A team of researchers at Wright State University has demonstrated for the first time that optical blood flow contrast measured by Diffuse Correlation Spectroscopy (DCS) can be used to detect Resting State Functional Connectivity (RSFC) in the human brain. RSFC indicates spontaneous activity of the resting brain showing high synchronization in functionally related regions, adjacent or even remote regions. These in sync regions are known as “networks”. This phenomena was first uncovered by a functional magnetic resonance imaging (fMRI) study using blood-oxygen-level dependent (BOLD) signals that indicates oxygenation levels of the cerebral blood. Abnormalities in RSFC have been associated with neuronal disorders such as autism, Alzheimer’s, and depression. Thus, RSFC studies represent a valuable tool for studying patients with disorders that can make performance of task-based assessments difficult.
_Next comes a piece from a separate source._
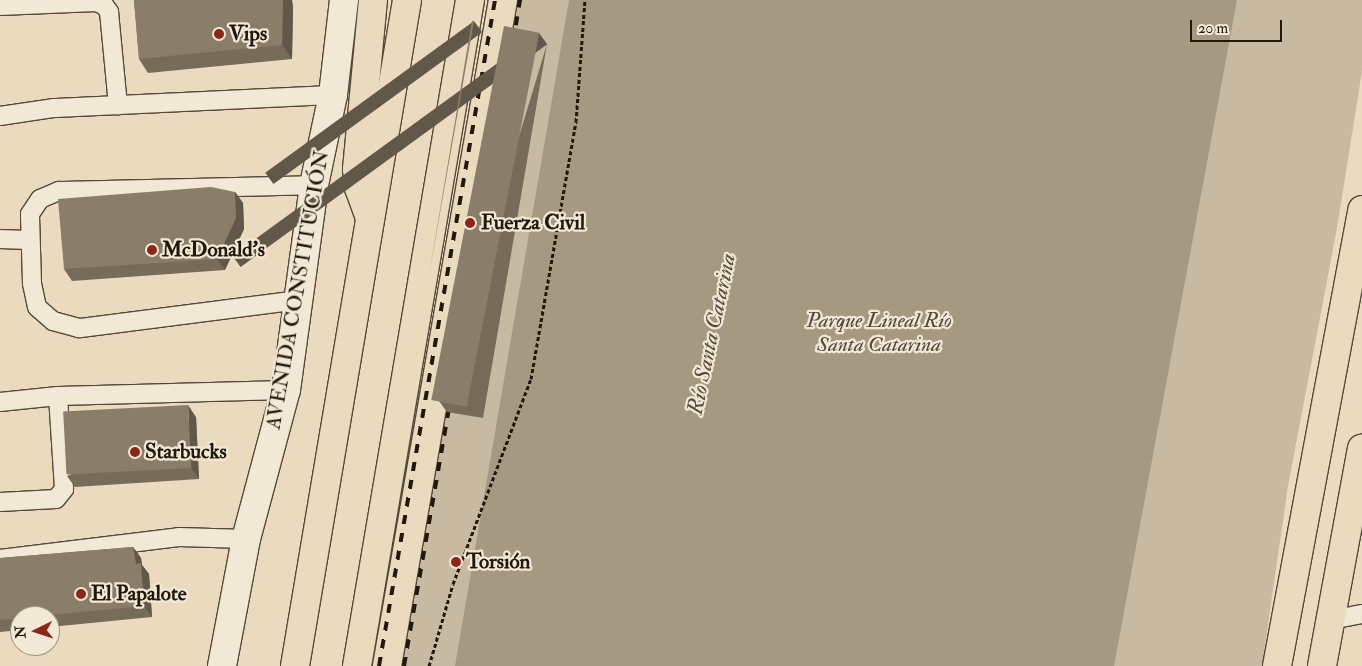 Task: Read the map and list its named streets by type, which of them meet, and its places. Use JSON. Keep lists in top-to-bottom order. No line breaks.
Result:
{"streets":{"street":["AVENIDA CONSTITUCIÓN"]},"water":["Río Santa Catarina"],"parks":["Parque Lineal Río Santa Catarina"],"places":["Vips","Fuerza Civil","McDonald's","Starbucks","Torsión","El Papalote"],"scale_bar":"20 m","north":"left"}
However, many such patients, such as young autistic children, are poor candidates for assessment by fMRI, which requires patients to hold still for long intervals inside a confined imaging space with loud noise from the magnet.Optical imaging is fast, wearable, thus highly suitable for the most patients.

 

The research was led by an optical imaging expert Dr. Ulas Sunar, an associate professor of Biomedical, Industrial and Human Factors Engineering and the Ohio Research Scholar for Medical Imaging at Wright State University, along with Dr. Jun Li, Chien Poon, Jeremy Kress and Dr. Dan Rohrbach. The team has recently published in Journal of Biophotonics the first validated use of optical blood flow contrast to detect RSFC in the human brain. DCS is a relatively new optical technology based on detecting light scattering from moving blood cells and can quantify absolute cerebral blood flow related contrast. It is a complementary technique to widely known functional near infrared spectroscopy (fNIRS) that measures blood oxygenation.

 

The Sunar group used blood flow parameter to quantify RSFC in in nine healthy adult males as a proof-of-concept study. To determine whether DCS-based CBF could accurately detect RSFC, two areas of the brain with known RSFC properties were examined.  Connectivity between two sites within the left and right dorsolateral frontal cortex (DLFC) were chosen, as they are known to have strong connectivity.  Also, connectivity between the inferior frontal cortex (IFC) and the DLFC were chosen, as they are known to have low connectivity. The DCS technique showed high connectivity withinthe DLFC areas, butlower connectivity between the IFC and DLFC areas, which matches similar studies performed previously with other methods such as fMRI. “These are exciting results in our field since the study has proven the potential of DCS as a non-invasive means to assess RSFC in humans. Cerebral blood flow is a avery important parameter for neuronal disease characterization and it can show much higher contrast than other parameters such as cerebral oxygenation” said Sunar.


The optical imaging set-ups are far less sensitive to motion artifacts than fMRI and have been successfully used for functional brain imaging even in very young infants.The Sunar team is planning to utilize DCS technique for accurate characterization of neuronal diseases such as autism. They anticipate that this modality will ultimately become a highly useful tool for non-invasively assessing brain function in young and disabled patients.